WHAT IS NEEDED |
Taking the line with "M 9,593 L 113,525" as the first and the line with "const dot = new Path2D();" as the last, set down exactly every line in that range from the entries below, and no more.

STUDY MATERIAL |
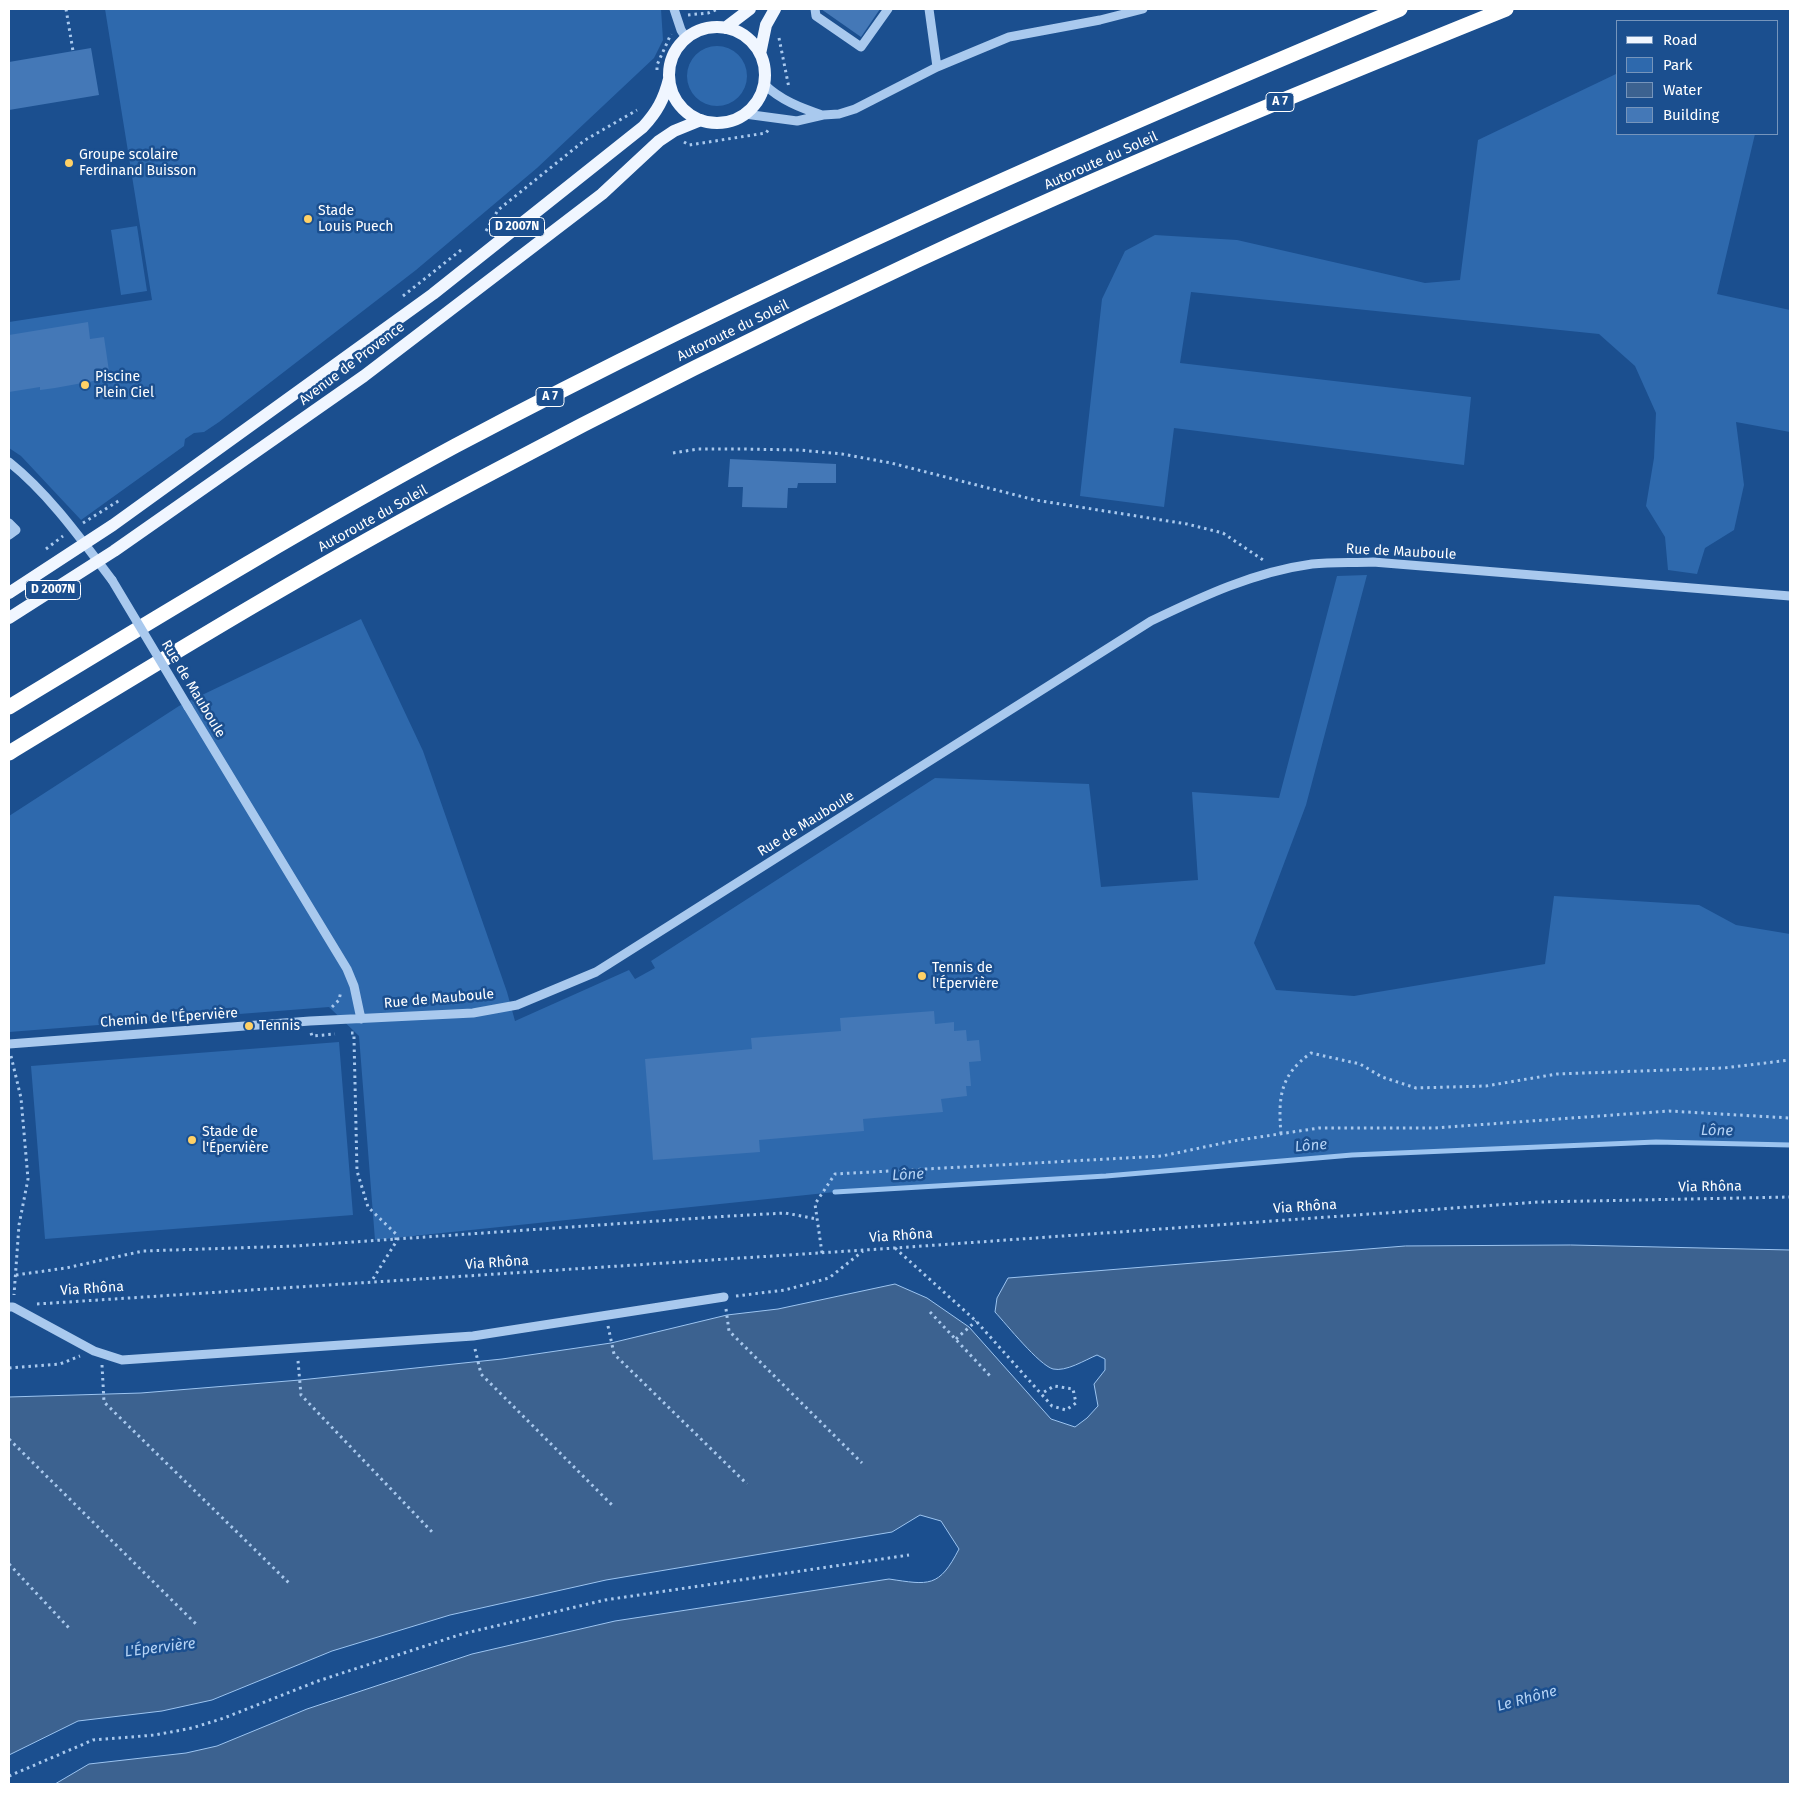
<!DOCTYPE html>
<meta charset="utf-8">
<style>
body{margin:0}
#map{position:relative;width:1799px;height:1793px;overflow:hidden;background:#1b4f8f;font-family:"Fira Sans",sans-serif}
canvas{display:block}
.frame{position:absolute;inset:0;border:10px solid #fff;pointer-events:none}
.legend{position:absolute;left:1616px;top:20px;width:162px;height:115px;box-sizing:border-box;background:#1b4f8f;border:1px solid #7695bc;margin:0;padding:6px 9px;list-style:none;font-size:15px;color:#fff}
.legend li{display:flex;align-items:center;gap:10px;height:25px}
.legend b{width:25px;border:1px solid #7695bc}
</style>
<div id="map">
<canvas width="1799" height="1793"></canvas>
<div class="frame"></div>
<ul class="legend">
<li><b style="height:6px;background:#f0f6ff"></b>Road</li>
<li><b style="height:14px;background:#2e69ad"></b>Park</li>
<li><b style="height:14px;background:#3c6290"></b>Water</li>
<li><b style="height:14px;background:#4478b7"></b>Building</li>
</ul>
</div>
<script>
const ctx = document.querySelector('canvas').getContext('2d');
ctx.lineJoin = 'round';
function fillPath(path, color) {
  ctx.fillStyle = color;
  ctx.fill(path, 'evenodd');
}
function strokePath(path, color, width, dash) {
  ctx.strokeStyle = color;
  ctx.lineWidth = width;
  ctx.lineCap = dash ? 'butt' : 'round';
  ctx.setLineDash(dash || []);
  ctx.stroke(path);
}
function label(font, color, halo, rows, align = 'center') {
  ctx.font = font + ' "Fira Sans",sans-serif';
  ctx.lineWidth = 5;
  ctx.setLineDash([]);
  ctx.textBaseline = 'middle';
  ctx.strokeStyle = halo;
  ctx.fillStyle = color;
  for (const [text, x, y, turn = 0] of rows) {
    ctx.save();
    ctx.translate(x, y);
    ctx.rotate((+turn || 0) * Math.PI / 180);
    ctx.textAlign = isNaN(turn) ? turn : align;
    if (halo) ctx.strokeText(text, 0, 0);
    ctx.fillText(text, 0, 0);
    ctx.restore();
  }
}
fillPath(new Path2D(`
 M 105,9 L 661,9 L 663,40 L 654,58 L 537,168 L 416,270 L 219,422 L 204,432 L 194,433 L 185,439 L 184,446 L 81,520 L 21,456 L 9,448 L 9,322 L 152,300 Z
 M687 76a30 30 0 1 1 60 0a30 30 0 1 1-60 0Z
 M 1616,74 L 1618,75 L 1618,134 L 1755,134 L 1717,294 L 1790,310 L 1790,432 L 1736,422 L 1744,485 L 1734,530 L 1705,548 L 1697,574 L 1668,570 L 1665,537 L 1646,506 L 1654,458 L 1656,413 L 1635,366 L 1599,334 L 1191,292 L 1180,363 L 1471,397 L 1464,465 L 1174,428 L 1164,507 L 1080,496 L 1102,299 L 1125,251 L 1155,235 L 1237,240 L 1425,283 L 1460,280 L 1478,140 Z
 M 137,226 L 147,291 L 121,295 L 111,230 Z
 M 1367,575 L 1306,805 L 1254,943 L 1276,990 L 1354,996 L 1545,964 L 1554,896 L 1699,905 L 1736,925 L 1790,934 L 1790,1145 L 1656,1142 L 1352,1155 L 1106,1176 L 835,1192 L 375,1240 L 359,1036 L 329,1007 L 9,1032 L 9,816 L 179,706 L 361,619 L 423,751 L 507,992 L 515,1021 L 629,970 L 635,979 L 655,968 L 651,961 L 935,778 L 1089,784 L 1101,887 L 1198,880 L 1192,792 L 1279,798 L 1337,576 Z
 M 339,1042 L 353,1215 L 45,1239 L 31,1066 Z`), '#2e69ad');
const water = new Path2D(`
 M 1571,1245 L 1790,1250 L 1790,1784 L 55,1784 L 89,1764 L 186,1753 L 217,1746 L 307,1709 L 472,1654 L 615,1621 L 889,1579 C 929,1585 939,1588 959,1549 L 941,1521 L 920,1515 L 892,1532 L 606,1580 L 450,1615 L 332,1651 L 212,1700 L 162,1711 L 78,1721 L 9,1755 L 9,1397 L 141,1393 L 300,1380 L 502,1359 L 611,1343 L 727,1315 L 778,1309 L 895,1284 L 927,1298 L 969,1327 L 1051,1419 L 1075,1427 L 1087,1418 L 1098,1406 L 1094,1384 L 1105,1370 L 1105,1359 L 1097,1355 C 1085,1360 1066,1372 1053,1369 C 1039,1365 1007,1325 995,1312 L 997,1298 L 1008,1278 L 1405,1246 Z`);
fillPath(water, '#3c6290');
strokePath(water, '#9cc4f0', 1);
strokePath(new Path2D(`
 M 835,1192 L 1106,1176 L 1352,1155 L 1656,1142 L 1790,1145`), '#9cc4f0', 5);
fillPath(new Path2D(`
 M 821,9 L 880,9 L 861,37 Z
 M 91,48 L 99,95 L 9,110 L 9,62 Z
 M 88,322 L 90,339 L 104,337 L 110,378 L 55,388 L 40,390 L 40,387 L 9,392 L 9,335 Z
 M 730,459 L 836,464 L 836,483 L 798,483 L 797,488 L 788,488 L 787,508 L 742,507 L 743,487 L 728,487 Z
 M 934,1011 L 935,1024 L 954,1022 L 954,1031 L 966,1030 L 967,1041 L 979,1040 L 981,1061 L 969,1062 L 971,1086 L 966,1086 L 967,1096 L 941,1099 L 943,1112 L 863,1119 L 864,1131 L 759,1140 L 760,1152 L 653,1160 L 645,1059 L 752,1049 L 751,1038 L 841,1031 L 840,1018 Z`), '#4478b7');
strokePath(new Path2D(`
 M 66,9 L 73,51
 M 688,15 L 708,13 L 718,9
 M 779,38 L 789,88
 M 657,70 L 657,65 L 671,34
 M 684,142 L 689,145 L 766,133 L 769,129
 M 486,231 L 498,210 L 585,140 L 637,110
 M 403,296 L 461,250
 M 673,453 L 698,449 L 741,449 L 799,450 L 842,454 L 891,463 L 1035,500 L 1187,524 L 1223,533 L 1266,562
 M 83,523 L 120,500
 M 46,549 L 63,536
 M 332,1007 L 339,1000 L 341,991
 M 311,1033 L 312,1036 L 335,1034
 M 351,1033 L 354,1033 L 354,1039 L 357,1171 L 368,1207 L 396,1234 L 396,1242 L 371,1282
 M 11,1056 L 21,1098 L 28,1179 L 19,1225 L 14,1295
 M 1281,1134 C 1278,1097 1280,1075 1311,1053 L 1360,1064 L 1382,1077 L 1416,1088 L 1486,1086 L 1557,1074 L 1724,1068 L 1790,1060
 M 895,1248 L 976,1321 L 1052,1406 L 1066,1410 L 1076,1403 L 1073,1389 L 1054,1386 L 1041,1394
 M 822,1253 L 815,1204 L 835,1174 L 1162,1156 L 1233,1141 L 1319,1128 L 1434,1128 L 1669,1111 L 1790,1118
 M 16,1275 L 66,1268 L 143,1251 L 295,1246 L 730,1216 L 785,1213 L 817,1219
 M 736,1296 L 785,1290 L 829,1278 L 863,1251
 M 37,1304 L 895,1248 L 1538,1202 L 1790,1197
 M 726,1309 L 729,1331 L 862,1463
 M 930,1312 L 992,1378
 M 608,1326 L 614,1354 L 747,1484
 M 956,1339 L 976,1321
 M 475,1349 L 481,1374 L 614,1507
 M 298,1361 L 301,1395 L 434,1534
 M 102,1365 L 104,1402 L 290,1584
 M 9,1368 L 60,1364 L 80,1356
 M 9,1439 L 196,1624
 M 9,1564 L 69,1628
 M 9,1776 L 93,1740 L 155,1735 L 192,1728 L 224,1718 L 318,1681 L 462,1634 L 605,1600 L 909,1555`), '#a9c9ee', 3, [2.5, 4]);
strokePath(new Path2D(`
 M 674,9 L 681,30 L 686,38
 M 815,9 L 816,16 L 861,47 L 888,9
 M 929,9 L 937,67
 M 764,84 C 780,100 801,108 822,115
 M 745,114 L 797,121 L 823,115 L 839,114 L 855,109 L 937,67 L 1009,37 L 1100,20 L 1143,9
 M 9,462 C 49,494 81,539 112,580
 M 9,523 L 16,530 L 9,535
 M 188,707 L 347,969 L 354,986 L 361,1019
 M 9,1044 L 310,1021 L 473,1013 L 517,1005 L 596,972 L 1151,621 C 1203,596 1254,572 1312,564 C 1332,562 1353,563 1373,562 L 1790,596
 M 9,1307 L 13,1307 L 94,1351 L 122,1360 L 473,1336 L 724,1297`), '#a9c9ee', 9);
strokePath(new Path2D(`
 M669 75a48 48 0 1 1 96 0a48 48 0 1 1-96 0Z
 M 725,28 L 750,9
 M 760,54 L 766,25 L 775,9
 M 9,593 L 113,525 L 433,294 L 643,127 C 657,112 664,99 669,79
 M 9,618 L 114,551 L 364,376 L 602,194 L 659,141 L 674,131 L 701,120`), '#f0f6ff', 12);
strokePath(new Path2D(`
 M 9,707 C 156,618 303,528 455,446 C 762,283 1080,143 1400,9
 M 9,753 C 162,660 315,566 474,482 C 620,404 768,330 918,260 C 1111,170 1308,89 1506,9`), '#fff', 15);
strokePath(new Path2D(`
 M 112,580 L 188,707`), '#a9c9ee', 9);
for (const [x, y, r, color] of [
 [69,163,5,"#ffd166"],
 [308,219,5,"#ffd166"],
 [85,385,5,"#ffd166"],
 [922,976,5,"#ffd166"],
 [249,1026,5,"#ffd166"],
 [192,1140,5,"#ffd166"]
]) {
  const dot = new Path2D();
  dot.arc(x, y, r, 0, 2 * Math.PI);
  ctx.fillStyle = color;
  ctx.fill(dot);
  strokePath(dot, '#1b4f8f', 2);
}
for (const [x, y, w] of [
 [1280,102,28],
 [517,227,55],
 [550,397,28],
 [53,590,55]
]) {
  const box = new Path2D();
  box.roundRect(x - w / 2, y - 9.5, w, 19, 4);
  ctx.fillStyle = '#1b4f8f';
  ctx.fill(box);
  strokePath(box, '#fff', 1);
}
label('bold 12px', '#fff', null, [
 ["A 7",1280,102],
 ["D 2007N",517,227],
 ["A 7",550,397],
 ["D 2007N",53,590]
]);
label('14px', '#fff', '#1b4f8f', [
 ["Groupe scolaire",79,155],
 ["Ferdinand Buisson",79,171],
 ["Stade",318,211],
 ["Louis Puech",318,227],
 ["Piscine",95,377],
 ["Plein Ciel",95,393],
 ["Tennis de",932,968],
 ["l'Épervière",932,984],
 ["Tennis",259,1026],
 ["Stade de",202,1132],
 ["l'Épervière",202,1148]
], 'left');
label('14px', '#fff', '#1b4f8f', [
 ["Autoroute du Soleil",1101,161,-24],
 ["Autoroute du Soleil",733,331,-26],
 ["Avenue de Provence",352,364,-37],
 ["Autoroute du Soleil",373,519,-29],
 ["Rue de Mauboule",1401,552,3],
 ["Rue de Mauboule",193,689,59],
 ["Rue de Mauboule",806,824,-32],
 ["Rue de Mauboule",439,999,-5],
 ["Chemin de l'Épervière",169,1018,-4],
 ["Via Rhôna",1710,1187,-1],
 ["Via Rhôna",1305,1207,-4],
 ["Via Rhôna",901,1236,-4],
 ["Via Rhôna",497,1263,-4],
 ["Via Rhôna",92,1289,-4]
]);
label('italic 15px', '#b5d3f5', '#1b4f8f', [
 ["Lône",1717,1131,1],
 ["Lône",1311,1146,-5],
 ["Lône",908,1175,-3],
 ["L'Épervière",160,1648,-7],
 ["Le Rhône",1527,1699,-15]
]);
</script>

TASK OUTPUT |
 M 9,593 L 113,525 L 433,294 L 643,127 C 657,112 664,99 669,79
 M 9,618 L 114,551 L 364,376 L 602,194 L 659,141 L 674,131 L 701,120`), '#f0f6ff', 12);
strokePath(new Path2D(`
 M 9,707 C 156,618 303,528 455,446 C 762,283 1080,143 1400,9
 M 9,753 C 162,660 315,566 474,482 C 620,404 768,330 918,260 C 1111,170 1308,89 1506,9`), '#fff', 15);
strokePath(new Path2D(`
 M 112,580 L 188,707`), '#a9c9ee', 9);
for (const [x, y, r, color] of [
 [69,163,5,"#ffd166"],
 [308,219,5,"#ffd166"],
 [85,385,5,"#ffd166"],
 [922,976,5,"#ffd166"],
 [249,1026,5,"#ffd166"],
 [192,1140,5,"#ffd166"]
]) {
  const dot = new Path2D();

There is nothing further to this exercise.